# [Exercise description]
Return every line from the records below with the string "stream".

=======

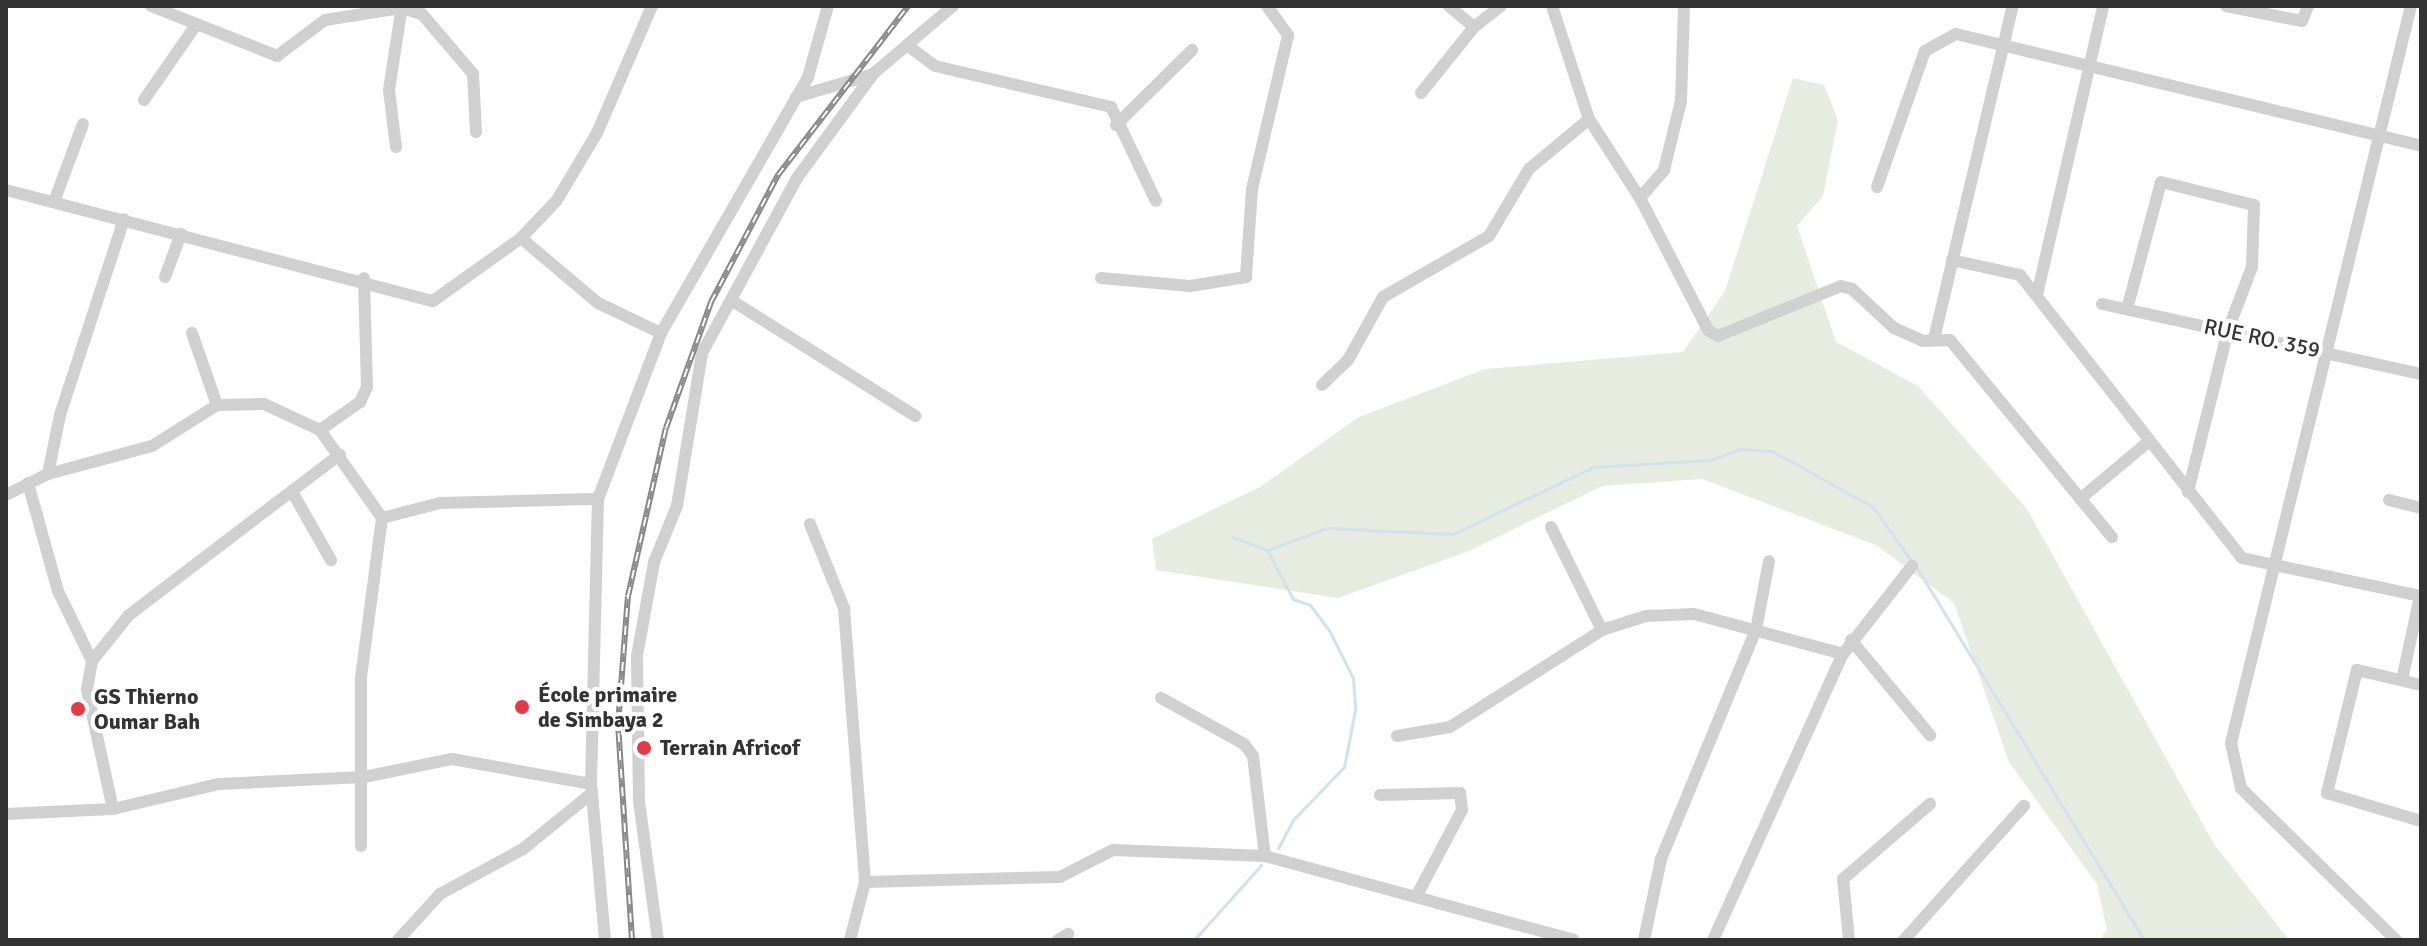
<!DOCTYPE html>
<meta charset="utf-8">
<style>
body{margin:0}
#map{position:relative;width:2427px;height:946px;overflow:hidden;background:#fff;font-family:Signika,sans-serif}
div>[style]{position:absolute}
.green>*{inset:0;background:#e6ecdf}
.stream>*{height:3px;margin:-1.5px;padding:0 1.5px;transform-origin:1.5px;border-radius:1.5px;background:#cfe2ee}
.street>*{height:12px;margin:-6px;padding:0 6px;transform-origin:6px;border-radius:6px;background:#d0d0d0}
.rail>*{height:6px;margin-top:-3px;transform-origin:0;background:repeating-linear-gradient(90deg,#fff 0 9px,#888 0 18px);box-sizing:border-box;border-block:2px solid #888}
.dots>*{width:22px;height:22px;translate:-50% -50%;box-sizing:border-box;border:4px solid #fff;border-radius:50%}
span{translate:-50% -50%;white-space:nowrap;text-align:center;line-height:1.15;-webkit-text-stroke:8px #fff;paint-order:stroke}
.street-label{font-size:22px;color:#333}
.poi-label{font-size:22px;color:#333;font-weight:700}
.left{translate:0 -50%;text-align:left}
.frame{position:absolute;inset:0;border:8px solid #333;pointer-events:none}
</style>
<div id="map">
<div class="green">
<div style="clip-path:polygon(1793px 78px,1824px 85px,1838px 120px,1823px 196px,1797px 226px,1836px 342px,1918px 386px,2027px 509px,2214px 844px,2289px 940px,2100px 940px,2107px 930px,2097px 884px,2009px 762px,1954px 603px,1876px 545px,1702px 479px,1602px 486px,1469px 551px,1338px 598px,1156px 570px,1152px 539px,1260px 487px,1359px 417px,1485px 369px,1683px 352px,1725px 291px)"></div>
</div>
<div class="stream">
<div style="left:1232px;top:537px;width:37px;rotate:20deg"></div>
<div style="left:1267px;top:550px;width:64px;rotate:-20.1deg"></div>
<div style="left:1327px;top:528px;width:126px;rotate:2.7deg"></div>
<div style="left:1453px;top:534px;width:155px;rotate:-25.6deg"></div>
<div style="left:1593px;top:467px;width:117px;rotate:-3.4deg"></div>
<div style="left:1710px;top:460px;width:32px;rotate:-20deg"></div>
<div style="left:1740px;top:449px;width:32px;rotate:4deg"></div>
<div style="left:1772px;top:451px;width:115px;rotate:29deg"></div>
<div style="left:1873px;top:507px;width:67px;rotate:54.7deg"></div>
<div style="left:1267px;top:550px;width:55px;rotate:62deg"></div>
<div style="left:1293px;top:599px;width:18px;rotate:19deg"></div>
<div style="left:1310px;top:605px;width:34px;rotate:53deg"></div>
<div style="left:1330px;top:632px;width:51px;rotate:63.4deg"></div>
<div style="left:1353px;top:678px;width:32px;rotate:86deg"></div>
<div style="left:1355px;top:710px;width:58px;rotate:100.9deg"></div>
<div style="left:1344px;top:767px;width:74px;rotate:133.9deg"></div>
<div style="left:1293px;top:820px;width:32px;rotate:118deg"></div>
<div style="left:1917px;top:568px;width:436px;rotate:58.6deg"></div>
<div style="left:1194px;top:940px;width:101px;rotate:-48.2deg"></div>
</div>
<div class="street">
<div style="left:151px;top:6px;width:136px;rotate:21.6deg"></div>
<div style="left:277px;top:56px;width:60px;rotate:-36.9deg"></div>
<div style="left:325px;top:20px;width:78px;rotate:-8.9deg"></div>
<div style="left:402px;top:8px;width:21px;rotate:17deg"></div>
<div style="left:422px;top:14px;width:79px;rotate:49.6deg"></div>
<div style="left:473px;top:74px;width:58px;rotate:87deg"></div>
<div style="left:1552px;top:6px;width:119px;rotate:71.9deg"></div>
<div style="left:1589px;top:119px;width:94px;rotate:57.2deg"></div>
<div style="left:1640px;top:198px;width:148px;rotate:62.7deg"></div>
<div style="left:1708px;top:330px;width:12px;rotate:31deg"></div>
<div style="left:1718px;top:336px;width:133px;rotate:-22.1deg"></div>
<div style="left:1841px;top:286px;width:11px;rotate:15deg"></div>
<div style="left:1852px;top:289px;width:57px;rotate:42.9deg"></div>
<div style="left:1894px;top:328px;width:32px;rotate:24deg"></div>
<div style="left:1923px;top:341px;width:27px;rotate:-2deg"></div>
<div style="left:1950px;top:340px;width:255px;rotate:50.6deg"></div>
<div style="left:2226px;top:6px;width:77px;rotate:11.2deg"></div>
<div style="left:2302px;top:21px;width:16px;rotate:-68deg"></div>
<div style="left:1474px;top:27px;width:34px;rotate:-38deg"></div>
<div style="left:907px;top:45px;width:35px;rotate:37deg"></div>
<div style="left:935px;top:66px;width:181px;rotate:13.1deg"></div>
<div style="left:1111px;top:107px;width:104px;rotate:64.4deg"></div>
<div style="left:1421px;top:93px;width:85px;rotate:-51.2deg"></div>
<div style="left:1474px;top:27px;width:33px;rotate:-140deg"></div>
<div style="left:796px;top:97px;width:80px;rotate:-16.6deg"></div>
<div style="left:144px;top:100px;width:91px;rotate:-55.3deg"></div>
<div style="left:1116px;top:125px;width:107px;rotate:-44.6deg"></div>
<div style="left:396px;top:147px;width:57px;rotate:-97deg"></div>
<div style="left:389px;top:90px;width:85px;rotate:-81.2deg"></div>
<div style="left:1877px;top:187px;width:144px;rotate:-70.6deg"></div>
<div style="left:1925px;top:51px;width:35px;rotate:-29deg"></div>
<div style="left:1956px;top:34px;width:478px;rotate:13.5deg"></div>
<div style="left:6px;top:190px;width:441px;rotate:14.6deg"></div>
<div style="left:433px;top:301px;width:108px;rotate:-35.6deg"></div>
<div style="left:521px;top:238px;width:101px;rotate:40.2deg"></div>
<div style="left:598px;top:303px;width:70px;rotate:25.5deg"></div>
<div style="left:1640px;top:198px;width:37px;rotate:-49deg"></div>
<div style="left:1664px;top:170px;width:71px;rotate:-76.2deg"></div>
<div style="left:1681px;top:101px;width:95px;rotate:-88.2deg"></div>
<div style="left:54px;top:202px;width:83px;rotate:-69.6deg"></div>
<div style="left:521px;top:238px;width:52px;rotate:-46.5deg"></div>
<div style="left:557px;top:200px;width:78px;rotate:-59.2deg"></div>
<div style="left:597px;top:133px;width:138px;rotate:-66.6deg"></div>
<div style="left:1952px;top:260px;width:70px;rotate:12.4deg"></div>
<div style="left:2020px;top:275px;width:360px;rotate:51.9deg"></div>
<div style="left:2242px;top:558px;width:183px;rotate:12deg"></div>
<div style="left:165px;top:277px;width:46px;rotate:-69.6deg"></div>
<div style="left:1101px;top:278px;width:89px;rotate:5.1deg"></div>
<div style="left:1190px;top:286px;width:57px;rotate:-9.1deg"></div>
<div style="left:1246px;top:277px;width:88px;rotate:-86.1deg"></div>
<div style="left:1252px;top:189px;width:158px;rotate:-76.8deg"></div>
<div style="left:1288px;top:35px;width:36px;rotate:-126deg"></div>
<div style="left:2037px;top:295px;width:296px;rotate:-77.1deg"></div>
<div style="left:731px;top:300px;width:218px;rotate:32.2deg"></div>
<div style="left:2102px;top:304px;width:327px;rotate:12.4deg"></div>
<div style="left:2127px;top:309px;width:131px;rotate:-75deg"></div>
<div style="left:2161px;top:182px;width:96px;rotate:13.9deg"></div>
<div style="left:2254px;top:205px;width:62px;rotate:91.8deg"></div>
<div style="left:2252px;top:267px;width:67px;rotate:110.9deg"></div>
<div style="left:2228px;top:330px;width:167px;rotate:103.9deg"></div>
<div style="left:192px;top:333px;width:76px;rotate:70.9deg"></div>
<div style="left:1934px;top:339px;width:342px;rotate:-76.7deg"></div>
<div style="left:1322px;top:385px;width:36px;rotate:-44deg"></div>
<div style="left:1348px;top:360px;width:72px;rotate:-60.9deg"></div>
<div style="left:1383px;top:297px;width:122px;rotate:-29.9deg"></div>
<div style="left:1489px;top:236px;width:78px;rotate:-59.2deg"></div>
<div style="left:1529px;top:169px;width:78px;rotate:-39.8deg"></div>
<div style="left:320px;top:430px;width:49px;rotate:-35deg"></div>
<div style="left:360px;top:402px;width:17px;rotate:-65deg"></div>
<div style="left:367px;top:387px;width:109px;rotate:-91.6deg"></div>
<div style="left:48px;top:474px;width:60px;rotate:-78.5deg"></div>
<div style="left:60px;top:415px;width:206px;rotate:-71.9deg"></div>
<div style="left:28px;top:483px;width:112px;rotate:74.5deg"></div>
<div style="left:58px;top:591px;width:78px;rotate:64.1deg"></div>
<div style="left:92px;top:661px;width:29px;rotate:100deg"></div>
<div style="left:87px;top:690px;width:122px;rotate:77.7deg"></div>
<div style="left:6px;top:495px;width:47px;rotate:-26.6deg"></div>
<div style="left:48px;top:474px;width:108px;rotate:-15.1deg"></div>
<div style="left:152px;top:446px;width:77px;rotate:-32.2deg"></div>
<div style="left:217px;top:405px;width:47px;rotate:-1.2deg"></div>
<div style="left:264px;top:404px;width:62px;rotate:24.9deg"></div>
<div style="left:320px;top:430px;width:108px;rotate:54.8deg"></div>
<div style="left:382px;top:518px;width:161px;rotate:97.5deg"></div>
<div style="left:361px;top:678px;width:168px;rotate:90deg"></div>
<div style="left:294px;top:495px;width:75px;rotate:60.4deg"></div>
<div style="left:2080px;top:499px;width:87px;rotate:-39.9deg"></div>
<div style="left:2389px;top:500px;width:33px;rotate:14deg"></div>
<div style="left:382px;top:518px;width:60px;rotate:-14.5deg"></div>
<div style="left:440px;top:503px;width:158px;rotate:-1.5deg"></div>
<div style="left:810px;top:524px;width:91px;rotate:68deg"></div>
<div style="left:844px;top:608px;width:275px;rotate:85.6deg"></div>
<div style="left:865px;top:882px;width:60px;rotate:104.5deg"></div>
<div style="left:1551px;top:527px;width:115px;rotate:63.7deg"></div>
<div style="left:1851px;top:640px;width:124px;rotate:50.3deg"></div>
<div style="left:92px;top:661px;width:59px;rotate:-51.2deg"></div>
<div style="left:129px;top:615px;width:265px;rotate:-37.3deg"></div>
<div style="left:2402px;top:680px;width:86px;rotate:-77.9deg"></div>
<div style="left:2421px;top:685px;width:66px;rotate:-166.8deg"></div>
<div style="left:2357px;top:670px;width:127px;rotate:103.7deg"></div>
<div style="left:2327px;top:793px;width:98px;rotate:16.6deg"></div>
<div style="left:1161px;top:698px;width:95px;rotate:29deg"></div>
<div style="left:1244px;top:744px;width:15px;rotate:53deg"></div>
<div style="left:1253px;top:756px;width:101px;rotate:83.2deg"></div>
<div style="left:1397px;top:736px;width:54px;rotate:-9.6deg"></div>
<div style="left:1450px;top:727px;width:180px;rotate:-32.5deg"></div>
<div style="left:1602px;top:630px;width:46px;rotate:-17.7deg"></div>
<div style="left:1646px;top:616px;width:48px;rotate:-2.4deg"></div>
<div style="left:1694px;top:614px;width:154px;rotate:15deg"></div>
<div style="left:1380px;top:795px;width:80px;rotate:-1.4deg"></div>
<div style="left:1460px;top:793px;width:17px;rotate:83deg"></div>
<div style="left:1462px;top:810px;width:98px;rotate:117.9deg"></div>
<div style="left:6px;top:814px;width:107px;rotate:-2.7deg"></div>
<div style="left:113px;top:809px;width:109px;rotate:-13.3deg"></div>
<div style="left:219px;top:784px;width:145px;rotate:-2.8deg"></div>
<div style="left:364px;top:777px;width:90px;rotate:-11.6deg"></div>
<div style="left:452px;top:759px;width:141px;rotate:10.2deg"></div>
<div style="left:865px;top:882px;width:195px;rotate:-1.5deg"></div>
<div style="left:1060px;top:877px;width:59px;rotate:-27deg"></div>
<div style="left:1113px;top:850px;width:152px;rotate:2.3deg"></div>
<div style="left:1265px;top:856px;width:320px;rotate:15.2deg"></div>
<div style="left:398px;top:940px;width:62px;rotate:-47.6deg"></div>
<div style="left:440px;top:894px;width:94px;rotate:-28.5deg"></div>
<div style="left:523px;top:849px;width:89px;rotate:-39.1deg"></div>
<div style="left:605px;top:940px;width:157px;rotate:-95.1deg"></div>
<div style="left:591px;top:784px;width:285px;rotate:-88.6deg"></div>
<div style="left:598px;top:499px;width:178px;rotate:-69.2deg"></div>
<div style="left:661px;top:333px;width:295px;rotate:-60.1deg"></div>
<div style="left:808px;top:77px;width:74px;rotate:-74.3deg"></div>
<div style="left:658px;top:940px;width:140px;rotate:-97.8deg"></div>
<div style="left:639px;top:801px;width:145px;rotate:-90.8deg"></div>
<div style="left:637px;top:656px;width:96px;rotate:-79.7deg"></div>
<div style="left:654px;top:562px;width:61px;rotate:-67.7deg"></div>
<div style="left:677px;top:506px;width:155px;rotate:-80.7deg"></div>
<div style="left:702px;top:353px;width:199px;rotate:-61.5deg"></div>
<div style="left:797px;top:178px;width:129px;rotate:-53.8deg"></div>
<div style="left:873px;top:74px;width:105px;rotate:-40.4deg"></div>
<div style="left:1058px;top:940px;width:12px;rotate:-31deg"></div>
<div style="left:1644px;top:940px;width:83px;rotate:-78.1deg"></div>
<div style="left:1661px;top:859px;width:248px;rotate:-67.5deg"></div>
<div style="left:1756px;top:630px;width:70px;rotate:-79.3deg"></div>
<div style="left:1713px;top:940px;width:314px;rotate:-65.6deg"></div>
<div style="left:1843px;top:654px;width:112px;rotate:-51.9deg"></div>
<div style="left:1849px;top:940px;width:61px;rotate:-95.6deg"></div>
<div style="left:1843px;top:879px;width:115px;rotate:-40.8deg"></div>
<div style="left:1904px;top:940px;width:180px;rotate:-48.2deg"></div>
<div style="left:2396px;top:940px;width:217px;rotate:-135.6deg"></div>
<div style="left:2241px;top:788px;width:46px;rotate:-102.5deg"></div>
<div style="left:2231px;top:743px;width:759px;rotate:-76.28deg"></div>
</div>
<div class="rail">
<div style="left:632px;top:940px;width:215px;rotate:-93.7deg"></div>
<div style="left:618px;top:725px;width:129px;rotate:-85.6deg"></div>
<div style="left:628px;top:596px;width:172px;rotate:-77.3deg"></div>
<div style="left:666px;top:428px;width:134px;rotate:-70.3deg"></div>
<div style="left:711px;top:302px;width:144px;rotate:-62.2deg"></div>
<div style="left:778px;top:175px;width:213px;rotate:-52.4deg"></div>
</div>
<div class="dots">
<div style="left:522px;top:707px;background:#e63946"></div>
<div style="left:78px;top:709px;background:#e63946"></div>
<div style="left:644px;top:748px;background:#e63946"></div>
</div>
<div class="street-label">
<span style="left:2262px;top:338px;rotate:12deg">RUE RO. 359</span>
</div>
<div class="poi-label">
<span class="left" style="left:538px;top:707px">École primaire<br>de Simbaya 2</span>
<span class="left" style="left:94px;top:709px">GS Thierno<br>Oumar Bah</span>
<span class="left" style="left:660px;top:748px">Terrain Africof</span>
</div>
<div class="frame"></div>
</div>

=======

# [Task result]
.stream>*{height:3px;margin:-1.5px;padding:0 1.5px;transform-origin:1.5px;border-radius:1.5px;background:#cfe2ee}
<div class="stream">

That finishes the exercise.